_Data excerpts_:

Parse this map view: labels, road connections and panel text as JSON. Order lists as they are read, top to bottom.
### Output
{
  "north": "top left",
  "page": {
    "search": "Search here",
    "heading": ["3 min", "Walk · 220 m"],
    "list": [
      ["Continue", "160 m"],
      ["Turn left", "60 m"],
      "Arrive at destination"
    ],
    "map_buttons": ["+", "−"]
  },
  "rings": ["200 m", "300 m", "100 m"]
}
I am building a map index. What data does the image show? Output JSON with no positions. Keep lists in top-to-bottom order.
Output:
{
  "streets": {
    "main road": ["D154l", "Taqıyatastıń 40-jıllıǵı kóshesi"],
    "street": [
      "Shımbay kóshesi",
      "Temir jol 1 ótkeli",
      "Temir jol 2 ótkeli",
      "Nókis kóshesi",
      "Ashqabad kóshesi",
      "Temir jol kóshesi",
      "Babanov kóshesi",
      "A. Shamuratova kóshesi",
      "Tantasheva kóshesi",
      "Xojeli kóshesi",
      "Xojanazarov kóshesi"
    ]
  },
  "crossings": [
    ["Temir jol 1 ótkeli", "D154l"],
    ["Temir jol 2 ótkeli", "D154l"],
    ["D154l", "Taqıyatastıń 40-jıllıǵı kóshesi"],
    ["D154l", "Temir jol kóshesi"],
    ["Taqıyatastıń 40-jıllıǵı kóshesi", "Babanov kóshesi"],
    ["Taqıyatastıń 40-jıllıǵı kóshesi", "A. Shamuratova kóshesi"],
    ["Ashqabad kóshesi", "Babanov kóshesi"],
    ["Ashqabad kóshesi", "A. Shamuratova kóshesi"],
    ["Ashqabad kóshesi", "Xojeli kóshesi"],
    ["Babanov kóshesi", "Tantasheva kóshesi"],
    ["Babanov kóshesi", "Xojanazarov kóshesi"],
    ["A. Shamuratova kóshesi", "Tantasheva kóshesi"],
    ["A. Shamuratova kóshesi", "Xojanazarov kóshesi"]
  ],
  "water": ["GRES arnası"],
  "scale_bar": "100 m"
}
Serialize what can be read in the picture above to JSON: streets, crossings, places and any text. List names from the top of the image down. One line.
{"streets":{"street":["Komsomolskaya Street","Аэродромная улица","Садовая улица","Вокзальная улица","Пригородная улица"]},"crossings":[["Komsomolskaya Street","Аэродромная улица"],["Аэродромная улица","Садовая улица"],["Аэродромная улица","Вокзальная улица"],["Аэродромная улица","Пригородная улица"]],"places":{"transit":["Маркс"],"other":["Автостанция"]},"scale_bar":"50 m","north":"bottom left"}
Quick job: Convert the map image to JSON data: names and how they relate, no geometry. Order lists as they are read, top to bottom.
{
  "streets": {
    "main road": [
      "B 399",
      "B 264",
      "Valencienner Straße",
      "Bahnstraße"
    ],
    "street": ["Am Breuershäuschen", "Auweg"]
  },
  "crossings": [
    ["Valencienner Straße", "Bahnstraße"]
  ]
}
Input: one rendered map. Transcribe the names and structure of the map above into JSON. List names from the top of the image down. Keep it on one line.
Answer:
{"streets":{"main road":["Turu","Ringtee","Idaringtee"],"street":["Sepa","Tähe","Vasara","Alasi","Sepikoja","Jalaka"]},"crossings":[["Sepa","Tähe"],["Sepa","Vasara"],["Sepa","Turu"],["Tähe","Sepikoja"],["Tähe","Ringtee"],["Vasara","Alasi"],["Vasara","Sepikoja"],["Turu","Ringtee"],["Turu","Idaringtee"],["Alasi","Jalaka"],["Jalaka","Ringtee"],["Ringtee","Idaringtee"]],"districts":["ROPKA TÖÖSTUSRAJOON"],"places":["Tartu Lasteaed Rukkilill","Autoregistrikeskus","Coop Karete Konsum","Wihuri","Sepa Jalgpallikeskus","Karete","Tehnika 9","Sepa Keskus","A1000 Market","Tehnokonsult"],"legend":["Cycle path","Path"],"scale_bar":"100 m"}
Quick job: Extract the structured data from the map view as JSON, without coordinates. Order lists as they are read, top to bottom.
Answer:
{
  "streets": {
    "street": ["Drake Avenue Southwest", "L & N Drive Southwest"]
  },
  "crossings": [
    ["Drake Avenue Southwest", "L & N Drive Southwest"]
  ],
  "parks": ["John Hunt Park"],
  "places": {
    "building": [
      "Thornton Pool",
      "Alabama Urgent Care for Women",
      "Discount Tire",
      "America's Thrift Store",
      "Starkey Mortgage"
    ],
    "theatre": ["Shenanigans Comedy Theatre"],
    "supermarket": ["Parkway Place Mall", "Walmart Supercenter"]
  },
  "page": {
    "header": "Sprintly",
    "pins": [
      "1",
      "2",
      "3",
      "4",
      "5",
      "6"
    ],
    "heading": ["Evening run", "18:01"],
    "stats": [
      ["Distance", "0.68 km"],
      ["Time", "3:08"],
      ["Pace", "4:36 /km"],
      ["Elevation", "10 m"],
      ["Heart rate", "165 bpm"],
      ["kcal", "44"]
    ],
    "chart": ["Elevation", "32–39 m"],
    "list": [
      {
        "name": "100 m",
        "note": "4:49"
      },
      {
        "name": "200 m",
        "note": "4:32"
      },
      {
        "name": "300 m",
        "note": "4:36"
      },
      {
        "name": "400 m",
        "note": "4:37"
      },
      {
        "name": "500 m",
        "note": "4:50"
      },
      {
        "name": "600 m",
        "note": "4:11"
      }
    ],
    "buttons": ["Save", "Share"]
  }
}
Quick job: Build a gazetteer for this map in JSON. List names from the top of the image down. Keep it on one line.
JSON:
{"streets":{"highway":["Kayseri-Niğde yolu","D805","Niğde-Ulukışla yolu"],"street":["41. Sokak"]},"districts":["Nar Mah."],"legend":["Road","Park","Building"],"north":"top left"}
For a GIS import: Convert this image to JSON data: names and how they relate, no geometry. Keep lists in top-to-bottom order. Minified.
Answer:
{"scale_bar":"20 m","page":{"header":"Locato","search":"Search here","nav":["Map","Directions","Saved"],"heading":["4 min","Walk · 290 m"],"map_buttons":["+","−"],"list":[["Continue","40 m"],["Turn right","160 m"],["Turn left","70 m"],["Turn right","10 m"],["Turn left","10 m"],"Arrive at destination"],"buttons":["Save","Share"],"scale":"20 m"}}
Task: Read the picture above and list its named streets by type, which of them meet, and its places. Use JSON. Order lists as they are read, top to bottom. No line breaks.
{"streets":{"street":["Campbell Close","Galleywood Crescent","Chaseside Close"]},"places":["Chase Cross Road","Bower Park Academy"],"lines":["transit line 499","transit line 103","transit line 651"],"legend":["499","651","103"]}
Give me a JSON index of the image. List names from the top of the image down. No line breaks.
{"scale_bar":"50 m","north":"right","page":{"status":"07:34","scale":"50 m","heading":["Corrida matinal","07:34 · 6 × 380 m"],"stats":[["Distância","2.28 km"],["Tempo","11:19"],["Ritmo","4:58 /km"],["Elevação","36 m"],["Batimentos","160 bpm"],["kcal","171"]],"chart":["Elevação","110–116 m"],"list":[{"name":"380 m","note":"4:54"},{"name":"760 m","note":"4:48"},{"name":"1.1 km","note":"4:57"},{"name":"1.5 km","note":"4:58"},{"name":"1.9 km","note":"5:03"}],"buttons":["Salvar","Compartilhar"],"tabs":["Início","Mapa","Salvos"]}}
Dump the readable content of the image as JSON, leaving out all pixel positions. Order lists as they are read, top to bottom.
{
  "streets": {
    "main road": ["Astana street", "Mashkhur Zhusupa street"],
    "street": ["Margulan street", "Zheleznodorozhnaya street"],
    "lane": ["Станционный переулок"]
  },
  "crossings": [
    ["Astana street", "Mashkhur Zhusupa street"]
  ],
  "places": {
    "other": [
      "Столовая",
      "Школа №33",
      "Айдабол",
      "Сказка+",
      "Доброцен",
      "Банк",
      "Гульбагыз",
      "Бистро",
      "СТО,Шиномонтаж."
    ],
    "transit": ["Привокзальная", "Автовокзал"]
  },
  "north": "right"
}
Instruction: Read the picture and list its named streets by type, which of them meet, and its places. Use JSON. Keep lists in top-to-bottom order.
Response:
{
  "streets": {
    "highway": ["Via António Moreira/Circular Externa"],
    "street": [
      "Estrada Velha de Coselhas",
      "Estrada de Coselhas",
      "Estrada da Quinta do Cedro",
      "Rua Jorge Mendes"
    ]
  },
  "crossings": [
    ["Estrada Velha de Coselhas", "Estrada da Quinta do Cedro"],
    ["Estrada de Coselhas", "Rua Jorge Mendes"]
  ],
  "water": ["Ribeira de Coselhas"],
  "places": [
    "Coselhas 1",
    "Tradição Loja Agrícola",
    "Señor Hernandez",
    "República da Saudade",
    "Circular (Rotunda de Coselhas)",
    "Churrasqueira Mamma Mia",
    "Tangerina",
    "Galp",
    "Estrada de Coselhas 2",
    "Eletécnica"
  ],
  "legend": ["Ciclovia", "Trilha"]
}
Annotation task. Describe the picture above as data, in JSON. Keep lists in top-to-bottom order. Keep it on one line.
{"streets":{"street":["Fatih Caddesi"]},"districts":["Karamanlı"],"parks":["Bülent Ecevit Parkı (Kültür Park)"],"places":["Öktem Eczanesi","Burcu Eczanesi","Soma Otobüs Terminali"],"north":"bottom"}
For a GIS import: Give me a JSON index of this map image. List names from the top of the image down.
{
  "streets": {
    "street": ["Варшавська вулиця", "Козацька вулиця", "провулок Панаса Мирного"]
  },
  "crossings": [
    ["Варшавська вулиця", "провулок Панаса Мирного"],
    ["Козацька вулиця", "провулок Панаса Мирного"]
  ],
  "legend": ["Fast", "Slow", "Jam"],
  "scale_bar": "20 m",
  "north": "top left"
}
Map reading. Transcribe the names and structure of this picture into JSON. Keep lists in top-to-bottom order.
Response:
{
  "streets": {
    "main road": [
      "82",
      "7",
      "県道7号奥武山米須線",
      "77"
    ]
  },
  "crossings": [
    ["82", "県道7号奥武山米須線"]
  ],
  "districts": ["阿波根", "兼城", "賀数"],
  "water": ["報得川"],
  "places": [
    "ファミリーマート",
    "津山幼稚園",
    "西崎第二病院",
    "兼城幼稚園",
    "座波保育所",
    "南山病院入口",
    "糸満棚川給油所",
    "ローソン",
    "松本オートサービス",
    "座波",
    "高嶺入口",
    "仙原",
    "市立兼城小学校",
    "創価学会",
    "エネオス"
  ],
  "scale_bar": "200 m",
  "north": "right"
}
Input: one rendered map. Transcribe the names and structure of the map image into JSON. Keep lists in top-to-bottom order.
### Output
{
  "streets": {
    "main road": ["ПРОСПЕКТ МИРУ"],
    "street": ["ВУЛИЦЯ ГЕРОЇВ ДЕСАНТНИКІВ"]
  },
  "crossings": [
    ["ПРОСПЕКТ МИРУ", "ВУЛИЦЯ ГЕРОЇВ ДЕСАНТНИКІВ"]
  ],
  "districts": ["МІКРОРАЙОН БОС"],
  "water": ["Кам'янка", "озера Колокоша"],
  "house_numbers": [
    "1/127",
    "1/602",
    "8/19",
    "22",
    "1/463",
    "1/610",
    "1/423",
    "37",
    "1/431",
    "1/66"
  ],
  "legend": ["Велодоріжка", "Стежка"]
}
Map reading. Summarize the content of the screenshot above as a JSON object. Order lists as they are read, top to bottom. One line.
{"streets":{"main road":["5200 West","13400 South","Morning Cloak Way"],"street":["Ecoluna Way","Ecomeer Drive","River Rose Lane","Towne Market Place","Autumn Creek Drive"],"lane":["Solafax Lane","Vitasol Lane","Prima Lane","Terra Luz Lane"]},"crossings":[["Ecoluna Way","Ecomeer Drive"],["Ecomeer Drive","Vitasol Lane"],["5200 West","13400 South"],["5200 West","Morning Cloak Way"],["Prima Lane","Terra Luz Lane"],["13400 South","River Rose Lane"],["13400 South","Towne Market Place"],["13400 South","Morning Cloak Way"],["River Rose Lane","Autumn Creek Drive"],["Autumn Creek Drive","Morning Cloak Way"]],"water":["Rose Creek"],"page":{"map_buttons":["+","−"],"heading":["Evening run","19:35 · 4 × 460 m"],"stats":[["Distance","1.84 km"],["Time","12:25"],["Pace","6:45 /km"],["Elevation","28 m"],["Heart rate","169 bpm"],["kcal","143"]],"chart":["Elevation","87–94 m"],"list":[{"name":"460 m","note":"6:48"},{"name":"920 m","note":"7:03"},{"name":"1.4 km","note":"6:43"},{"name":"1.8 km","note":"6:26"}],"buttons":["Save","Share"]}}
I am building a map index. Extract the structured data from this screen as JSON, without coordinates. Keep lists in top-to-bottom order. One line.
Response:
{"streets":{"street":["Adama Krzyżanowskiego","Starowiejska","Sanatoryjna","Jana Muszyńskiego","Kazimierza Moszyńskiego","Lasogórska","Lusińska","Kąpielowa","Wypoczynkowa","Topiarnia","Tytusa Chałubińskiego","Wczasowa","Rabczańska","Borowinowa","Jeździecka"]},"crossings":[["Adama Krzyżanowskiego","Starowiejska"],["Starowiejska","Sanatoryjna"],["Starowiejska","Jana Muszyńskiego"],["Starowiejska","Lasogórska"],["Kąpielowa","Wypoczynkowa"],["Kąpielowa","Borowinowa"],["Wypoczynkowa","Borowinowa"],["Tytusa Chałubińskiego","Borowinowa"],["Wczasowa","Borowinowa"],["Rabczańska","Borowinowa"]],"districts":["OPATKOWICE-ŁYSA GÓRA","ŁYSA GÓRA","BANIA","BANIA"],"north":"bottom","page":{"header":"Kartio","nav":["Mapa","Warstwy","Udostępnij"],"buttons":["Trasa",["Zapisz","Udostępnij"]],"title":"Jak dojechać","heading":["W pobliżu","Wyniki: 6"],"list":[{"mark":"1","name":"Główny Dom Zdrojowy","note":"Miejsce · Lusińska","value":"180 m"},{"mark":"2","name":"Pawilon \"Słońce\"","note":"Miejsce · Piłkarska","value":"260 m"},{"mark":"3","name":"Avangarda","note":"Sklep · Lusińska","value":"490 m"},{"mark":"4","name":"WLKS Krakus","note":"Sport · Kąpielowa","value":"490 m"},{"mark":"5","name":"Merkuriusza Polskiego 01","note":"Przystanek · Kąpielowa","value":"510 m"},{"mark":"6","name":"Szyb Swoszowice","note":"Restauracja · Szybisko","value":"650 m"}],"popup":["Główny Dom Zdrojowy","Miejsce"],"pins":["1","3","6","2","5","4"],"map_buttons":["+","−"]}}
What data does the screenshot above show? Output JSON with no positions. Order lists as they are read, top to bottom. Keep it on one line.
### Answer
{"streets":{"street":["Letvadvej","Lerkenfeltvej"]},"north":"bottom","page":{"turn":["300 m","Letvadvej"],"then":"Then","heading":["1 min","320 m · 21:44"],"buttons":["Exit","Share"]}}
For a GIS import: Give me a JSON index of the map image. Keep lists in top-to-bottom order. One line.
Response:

_TASK ITEM_: Check each line above for the word "rendered", and copy the lines where it appears.

_WRITTEN SOLUTION_:
Input: one rendered map. Transcribe the names and structure of the map above into JSON. List names from the top of the image down. Keep it on one line.
Input: one rendered map. Transcribe the names and structure of the map image into JSON. Keep lists in top-to-bottom order.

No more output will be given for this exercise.